> _Work instructions_
Give the number of lines in these entries that contain "absolute", and nothing more.
### Dataset excerpts
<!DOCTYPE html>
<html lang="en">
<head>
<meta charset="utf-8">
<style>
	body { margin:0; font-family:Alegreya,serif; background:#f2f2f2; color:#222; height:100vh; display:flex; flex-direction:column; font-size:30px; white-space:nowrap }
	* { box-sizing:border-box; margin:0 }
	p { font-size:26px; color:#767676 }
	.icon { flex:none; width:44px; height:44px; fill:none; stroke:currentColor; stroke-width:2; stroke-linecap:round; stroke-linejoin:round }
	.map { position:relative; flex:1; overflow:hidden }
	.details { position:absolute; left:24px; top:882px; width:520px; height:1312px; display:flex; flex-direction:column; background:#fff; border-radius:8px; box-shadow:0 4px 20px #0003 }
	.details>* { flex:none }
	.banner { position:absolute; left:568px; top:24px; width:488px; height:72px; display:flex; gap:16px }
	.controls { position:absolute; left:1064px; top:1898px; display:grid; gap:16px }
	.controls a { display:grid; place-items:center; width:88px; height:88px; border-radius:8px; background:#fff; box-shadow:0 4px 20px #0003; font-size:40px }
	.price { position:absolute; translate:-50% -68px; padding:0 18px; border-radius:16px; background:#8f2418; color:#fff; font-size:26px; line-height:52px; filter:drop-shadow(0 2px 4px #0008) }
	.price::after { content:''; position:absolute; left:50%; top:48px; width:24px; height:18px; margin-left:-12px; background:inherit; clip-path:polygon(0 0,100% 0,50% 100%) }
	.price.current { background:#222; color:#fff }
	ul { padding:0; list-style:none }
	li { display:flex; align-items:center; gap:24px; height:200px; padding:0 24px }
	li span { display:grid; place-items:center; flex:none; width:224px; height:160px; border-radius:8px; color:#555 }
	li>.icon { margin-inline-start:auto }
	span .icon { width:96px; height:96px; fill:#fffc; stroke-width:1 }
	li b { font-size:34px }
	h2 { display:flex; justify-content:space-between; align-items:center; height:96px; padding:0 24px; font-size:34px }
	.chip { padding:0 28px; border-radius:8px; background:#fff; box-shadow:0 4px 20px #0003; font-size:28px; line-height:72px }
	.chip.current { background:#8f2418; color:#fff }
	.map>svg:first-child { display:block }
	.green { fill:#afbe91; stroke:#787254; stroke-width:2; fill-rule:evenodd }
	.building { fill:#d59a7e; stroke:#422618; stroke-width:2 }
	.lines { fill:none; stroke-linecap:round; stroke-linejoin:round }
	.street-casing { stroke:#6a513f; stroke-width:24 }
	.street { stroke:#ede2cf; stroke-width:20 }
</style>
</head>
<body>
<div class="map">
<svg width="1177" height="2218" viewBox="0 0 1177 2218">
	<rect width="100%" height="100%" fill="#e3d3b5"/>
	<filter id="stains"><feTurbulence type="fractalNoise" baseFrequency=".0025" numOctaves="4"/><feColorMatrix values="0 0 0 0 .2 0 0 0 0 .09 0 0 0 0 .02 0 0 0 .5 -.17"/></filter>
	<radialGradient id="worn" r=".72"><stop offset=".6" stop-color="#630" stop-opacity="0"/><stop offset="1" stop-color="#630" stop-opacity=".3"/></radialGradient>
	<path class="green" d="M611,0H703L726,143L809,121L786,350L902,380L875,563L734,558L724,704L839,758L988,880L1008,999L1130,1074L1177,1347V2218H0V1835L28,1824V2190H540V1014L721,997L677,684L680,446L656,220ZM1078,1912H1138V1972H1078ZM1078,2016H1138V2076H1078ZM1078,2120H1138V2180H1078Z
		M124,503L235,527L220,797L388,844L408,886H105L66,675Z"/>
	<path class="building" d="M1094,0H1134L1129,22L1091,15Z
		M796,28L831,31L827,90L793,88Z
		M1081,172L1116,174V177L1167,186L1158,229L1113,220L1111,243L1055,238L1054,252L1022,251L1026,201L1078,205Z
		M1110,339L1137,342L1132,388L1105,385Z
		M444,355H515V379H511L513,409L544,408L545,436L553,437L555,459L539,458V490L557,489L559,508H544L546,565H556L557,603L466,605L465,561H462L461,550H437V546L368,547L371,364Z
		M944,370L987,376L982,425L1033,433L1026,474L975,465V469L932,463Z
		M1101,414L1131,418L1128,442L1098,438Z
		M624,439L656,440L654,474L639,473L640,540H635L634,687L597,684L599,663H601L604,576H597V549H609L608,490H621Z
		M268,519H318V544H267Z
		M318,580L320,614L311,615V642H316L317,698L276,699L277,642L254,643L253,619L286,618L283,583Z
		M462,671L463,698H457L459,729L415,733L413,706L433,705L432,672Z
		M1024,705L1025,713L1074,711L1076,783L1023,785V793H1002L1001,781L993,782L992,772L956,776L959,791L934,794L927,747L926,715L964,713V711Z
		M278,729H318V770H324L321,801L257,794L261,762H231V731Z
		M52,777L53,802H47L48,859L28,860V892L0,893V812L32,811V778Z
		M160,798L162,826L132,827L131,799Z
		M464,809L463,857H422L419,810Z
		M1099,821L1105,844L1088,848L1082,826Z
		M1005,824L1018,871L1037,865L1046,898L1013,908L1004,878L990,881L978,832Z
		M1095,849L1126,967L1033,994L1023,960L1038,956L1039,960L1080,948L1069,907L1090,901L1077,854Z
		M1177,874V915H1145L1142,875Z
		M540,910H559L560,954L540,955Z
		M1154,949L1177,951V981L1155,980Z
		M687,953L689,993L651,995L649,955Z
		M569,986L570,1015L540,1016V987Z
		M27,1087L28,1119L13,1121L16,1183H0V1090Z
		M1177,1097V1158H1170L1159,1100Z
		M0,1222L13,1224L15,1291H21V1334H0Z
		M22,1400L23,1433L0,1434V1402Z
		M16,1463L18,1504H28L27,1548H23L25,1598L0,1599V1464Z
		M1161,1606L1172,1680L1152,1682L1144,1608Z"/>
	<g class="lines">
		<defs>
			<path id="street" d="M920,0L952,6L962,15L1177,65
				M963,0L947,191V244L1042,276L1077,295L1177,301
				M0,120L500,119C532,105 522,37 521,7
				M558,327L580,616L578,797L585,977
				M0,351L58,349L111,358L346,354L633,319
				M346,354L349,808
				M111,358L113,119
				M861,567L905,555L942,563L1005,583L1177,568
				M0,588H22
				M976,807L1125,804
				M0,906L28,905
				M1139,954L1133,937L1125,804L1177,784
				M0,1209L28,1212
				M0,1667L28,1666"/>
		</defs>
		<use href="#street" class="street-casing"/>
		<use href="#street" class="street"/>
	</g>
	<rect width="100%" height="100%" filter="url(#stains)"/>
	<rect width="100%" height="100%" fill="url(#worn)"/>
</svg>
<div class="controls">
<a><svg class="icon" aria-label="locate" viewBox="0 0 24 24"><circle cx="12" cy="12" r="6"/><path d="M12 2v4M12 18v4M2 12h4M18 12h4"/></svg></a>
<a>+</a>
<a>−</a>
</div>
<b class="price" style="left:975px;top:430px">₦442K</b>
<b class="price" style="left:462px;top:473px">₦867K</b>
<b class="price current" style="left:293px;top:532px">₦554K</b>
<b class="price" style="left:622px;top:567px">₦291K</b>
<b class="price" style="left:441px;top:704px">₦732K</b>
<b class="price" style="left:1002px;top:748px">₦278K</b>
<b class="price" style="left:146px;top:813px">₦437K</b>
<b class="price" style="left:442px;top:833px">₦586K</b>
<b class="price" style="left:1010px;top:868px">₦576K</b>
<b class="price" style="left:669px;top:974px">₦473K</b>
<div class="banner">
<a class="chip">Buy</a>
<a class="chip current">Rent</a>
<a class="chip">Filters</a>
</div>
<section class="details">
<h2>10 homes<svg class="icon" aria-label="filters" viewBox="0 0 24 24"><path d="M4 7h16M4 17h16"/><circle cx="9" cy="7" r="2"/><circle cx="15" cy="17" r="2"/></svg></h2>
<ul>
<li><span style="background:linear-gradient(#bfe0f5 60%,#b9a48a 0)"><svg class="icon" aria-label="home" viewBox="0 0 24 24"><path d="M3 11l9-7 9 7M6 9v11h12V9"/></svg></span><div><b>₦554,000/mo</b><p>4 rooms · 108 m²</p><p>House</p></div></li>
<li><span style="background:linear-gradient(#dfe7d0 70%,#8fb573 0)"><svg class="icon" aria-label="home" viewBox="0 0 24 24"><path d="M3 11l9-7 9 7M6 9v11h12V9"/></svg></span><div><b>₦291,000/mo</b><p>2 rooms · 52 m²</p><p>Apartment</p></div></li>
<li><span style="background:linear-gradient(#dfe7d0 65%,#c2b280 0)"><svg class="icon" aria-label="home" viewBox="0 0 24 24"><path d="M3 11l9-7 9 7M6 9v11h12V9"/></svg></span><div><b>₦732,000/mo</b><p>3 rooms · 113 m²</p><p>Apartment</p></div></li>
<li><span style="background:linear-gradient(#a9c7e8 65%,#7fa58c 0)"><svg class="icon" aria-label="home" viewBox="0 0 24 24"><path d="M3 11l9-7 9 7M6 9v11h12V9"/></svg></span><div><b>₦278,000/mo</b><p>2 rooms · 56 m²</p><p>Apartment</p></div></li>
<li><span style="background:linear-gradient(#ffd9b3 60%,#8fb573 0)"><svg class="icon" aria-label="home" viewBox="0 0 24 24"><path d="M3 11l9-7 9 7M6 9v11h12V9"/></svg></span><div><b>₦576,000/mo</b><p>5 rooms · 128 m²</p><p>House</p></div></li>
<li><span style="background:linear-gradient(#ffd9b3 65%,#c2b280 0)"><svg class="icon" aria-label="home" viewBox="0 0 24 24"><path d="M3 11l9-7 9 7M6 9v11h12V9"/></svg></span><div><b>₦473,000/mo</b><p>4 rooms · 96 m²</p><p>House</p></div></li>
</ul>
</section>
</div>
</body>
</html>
######
> _Finished task_
5